Estrogen replacement suppresses function of thrombin stimulated platelets by inhibiting Ca(2+) influx and raising cyclic adenosine monophosphate.

Estrogen replacement therapy (ERT) in postmenopausal women reduces the risk of cardiovascular diseases. Beneficial changes in lipid profiles account for only one part, thereby raising the question of other estrogen induced benefit that may be lost at menopause. The purpose of this study was to determine the effects of estrogen replacement therapy (ERT) on platelet function of postmenopausal women. The effect of 4 weeks ERT (conjugated estrogens 0.625 mg/day) on platelet function was evaluated ex vivo in 18 postmenopausal women (mean age 53 +/- 5 years, after menopause 3.8 +/- 1.9 years). After ERT, (1) plasma concentrations of estrone and estradiol significantly increased (estrone: 16 +/- 7-211+/- 80 pg/ml, estradiol: 14+/- 3-125 +/- 49 pg/ml, P<0.05) and LDL-cholesterol decreased (129 +/- 23-94 +/- 25 mg/dl, P<0.05). Plasma 6-keto-PG F(1) alpha significantly increased (7.2 +/- 3.4-13.3 +/- 6.7 pg/dl, P<0.05). (2) platelet aggregation and positive staining for P-selectin in thrombin- (0.1 and 1.0 U/ml) stimulated platelets were inhibited (Th 0.1 U/ml: 4.0 +/- 0.9-2.4 +/- 1.0/control, P<0.05), but positive staining for GP IIb-IIIa complex did not alter significantly. (3) Ca(2+) influx induced by thrombin decreased (Th 0.3 U/ml: 345 +/- 29-298 +/- 24 nmol/l, P<0.05).

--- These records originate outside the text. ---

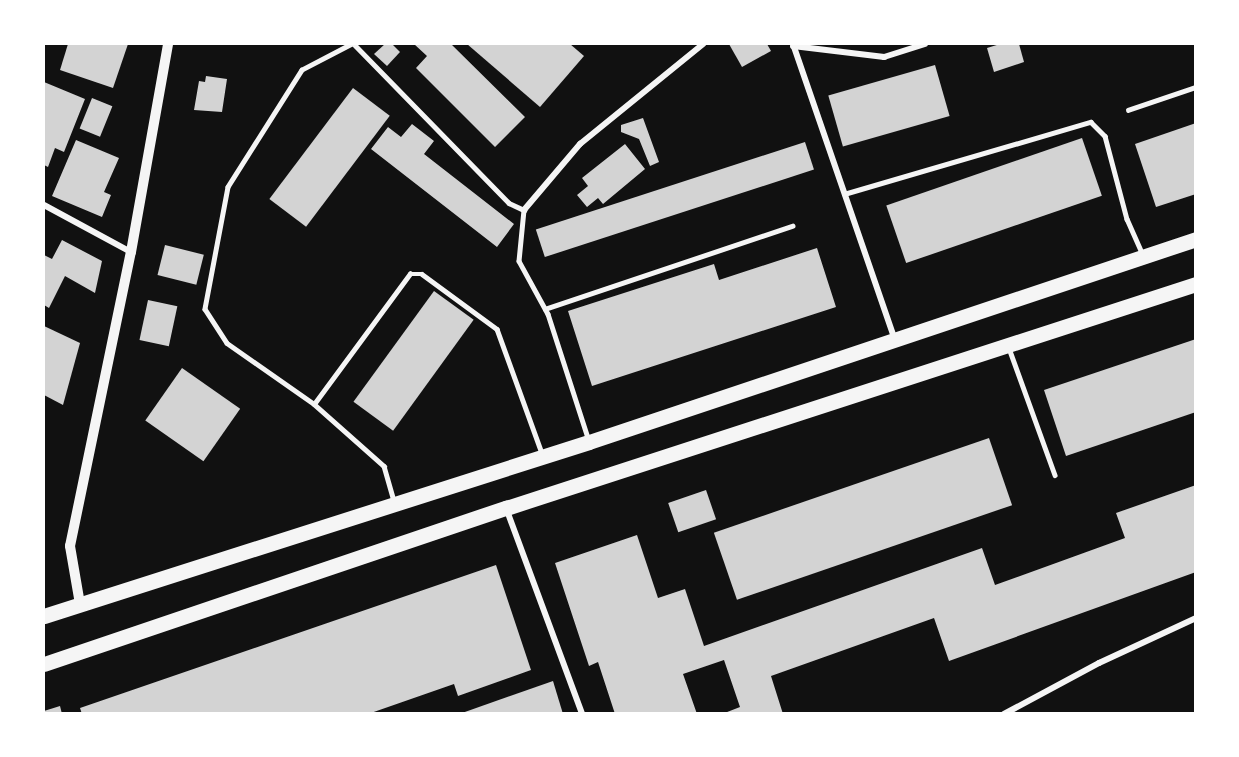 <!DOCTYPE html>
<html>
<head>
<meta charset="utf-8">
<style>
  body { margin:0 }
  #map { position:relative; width:1239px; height:757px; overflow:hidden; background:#111; font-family:Literata,serif }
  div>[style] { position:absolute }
  .building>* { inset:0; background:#d3d3d3; transform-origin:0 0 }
  .service>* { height:4.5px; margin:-2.25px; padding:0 2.25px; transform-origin:2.25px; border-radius:2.25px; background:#f5f5f5 }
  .minor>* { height:6px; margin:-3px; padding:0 3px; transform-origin:3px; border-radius:3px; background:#f5f5f5 }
  .tertiary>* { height:10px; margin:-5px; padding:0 5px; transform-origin:5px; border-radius:5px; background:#f5f5f5 }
  .primary>* { height:15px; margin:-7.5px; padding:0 7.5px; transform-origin:7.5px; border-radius:7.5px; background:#f5f5f5 }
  span { translate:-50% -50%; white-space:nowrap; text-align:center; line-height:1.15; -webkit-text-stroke:6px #fff; paint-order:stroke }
  .frame { position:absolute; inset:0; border:45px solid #fff; pointer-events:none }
</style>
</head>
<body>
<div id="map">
  <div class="building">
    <div style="clip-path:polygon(68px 44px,128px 44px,113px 88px,60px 70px)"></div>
    <div style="clip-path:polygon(385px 44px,392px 44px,400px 52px,387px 66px,374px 54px)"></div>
    <div style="clip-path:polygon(414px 44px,451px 44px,525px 117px,495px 147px,416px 68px,427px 56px)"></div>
    <div style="clip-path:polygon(467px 44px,570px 44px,584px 56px,540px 107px)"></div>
    <div style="clip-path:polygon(729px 44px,767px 44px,771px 51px,742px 67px)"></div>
    <div style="clip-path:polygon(1000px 44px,1019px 44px,1024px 62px,994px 72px,987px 48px)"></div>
    <div style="left:935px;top:65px;width:53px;height:111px;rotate:74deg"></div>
    <div style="clip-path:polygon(206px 76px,227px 79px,222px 112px,194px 110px,199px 81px,205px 82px)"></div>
    <div style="clip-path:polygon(44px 82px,85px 99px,64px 152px,55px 148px,48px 167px,44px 165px)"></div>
    <div style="left:353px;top:88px;width:46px;height:139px;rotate:37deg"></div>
    <div style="left:92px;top:98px;width:22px;height:33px;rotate:22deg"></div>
    <div style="clip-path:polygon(643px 118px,659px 162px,650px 166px,639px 139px,621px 132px,621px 125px)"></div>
    <div style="clip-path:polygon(1196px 123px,1196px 194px,1156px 207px,1135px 144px)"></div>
    <div style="clip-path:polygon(412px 124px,434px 141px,424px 154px,514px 224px,497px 247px,371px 149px,388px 127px,401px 137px)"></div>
    <div style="left:1082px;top:138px;width:61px;height:207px;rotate:71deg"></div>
    <div style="clip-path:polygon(76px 140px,119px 158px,104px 192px,111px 195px,102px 217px,52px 196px)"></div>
    <div style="left:805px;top:142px;width:29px;height:283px;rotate:72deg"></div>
    <div style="clip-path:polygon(625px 144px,645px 169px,603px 204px,598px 198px,587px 207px,577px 195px,588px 186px,582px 178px)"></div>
    <div style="clip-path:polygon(62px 240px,102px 261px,95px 293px,65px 276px,49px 308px,44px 305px,44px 255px,52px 259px)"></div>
    <div style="left:165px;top:245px;width:40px;height:31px;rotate:14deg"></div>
    <div style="clip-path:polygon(817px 248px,836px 307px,592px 386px,568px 311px,714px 264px,719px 280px)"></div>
    <div style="left:434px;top:291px;width:49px;height:137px;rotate:36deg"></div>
    <div style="left:148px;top:300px;width:30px;height:41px;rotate:12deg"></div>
    <div style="clip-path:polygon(44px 326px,80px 343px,63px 405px,44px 395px)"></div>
    <div style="clip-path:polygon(1196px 339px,1196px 412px,1066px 456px,1044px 390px)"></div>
    <div style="left:182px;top:368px;width:71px;height:64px;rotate:35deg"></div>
    <div style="left:989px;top:438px;width:71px;height:291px;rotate:71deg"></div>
    <div style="clip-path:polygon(1196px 485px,1196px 572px,949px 661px,934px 618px,771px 676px,783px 714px,722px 714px,740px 707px,724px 660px,683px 674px,697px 714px,615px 714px,598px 662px,589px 666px,555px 563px,637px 535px,658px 598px,685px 589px,704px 646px,982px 548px,995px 585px,1125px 538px,1116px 513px)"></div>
    <div style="left:706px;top:490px;width:31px;height:40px;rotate:71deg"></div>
    <div style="clip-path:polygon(496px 565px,531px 670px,458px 696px,454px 684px,368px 714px,82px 714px,80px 708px)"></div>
    <div style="clip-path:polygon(553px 681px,563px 714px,462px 714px,462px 713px)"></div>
    <div style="clip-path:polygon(60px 706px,62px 714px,44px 714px,44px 711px)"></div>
  </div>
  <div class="service">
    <div style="left:352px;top:44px;width:56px;rotate:152.5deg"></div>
    <div style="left:302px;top:70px;width:138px;rotate:122.3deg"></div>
    <div style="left:228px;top:187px;width:124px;rotate:100.7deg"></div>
    <div style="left:205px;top:309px;width:40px;rotate:57.1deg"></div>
    <div style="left:227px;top:343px;width:106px;rotate:35deg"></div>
    <div style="left:314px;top:404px;width:94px;rotate:41.5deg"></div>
    <div style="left:384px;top:466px;width:35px;rotate:74deg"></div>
    <div style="left:354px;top:44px;width:222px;rotate:45.7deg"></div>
    <div style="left:509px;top:203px;width:17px;rotate:25deg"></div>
    <div style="left:524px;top:210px;width:51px;rotate:95.6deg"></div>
    <div style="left:519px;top:261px;width:60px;rotate:61.3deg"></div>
    <div style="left:548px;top:314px;width:130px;rotate:72.1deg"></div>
    <div style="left:1128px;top:110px;width:72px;rotate:-18.7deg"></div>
    <div style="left:844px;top:194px;width:257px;rotate:-16.3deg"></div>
    <div style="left:1091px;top:122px;width:20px;rotate:45deg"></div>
    <div style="left:1105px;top:136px;width:86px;rotate:75.2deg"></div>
    <div style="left:1127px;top:219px;width:39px;rotate:66deg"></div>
    <div style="left:545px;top:309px;width:261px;rotate:-18.6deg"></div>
    <div style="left:1009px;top:348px;width:135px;rotate:70.1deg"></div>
    <div style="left:314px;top:404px;width:162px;rotate:-53.6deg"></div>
    <div style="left:410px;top:274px;width:12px"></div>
    <div style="left:422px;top:274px;width:93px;rotate:36.3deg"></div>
    <div style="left:497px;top:329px;width:132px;rotate:70.1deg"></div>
  </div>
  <div class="minor">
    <div style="left:793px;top:44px;width:311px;rotate:71deg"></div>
    <div style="left:793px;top:46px;width:92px;rotate:6.9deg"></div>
    <div style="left:884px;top:57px;width:43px;rotate:-17.6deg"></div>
    <div style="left:44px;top:205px;width:99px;rotate:28.4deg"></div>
    <div style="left:524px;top:210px;width:87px;rotate:-49.7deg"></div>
    <div style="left:580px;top:144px;width:159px;rotate:-39.1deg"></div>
    <div style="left:506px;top:508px;width:220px;rotate:69.7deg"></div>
    <div style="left:1004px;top:714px;width:108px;rotate:-28.2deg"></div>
    <div style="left:1099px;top:663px;width:107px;rotate:-24.9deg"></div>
  </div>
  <div class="tertiary">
    <div style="left:80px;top:604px;width:59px;rotate:-99.8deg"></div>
    <div style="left:70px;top:546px;width:300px;rotate:-78.3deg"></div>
    <div style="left:131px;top:252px;width:211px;rotate:-79.9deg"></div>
  </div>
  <div class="primary">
    <div style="left:44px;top:616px;width:572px;rotate:-17.71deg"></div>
    <div style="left:589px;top:442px;width:640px;rotate:-18.49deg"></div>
    <div style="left:44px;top:664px;width:488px;rotate:-18.7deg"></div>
    <div style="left:506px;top:508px;width:725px;rotate:-17.99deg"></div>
  </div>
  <div class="frame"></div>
</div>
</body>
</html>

The baseline [Ca(2+)](i), the release of Ca(2+) from internal stores induced by thrombin and the size of internal Ca(2+) stores did not alter. (4) platelet c-AMP increased (Th 0.3 U/ml: 66.4 +/- 9.4-82.6 +/- 13.0 fmol/l, P<0.05), but platelet nitrite/nitrate (NO(x)) or c-GMP did not alter significantly. These results suggest that modulation of platelet function by decreasing Ca influx and increased production of c-AMP may account in part for the cardiovascular benefit of ERT.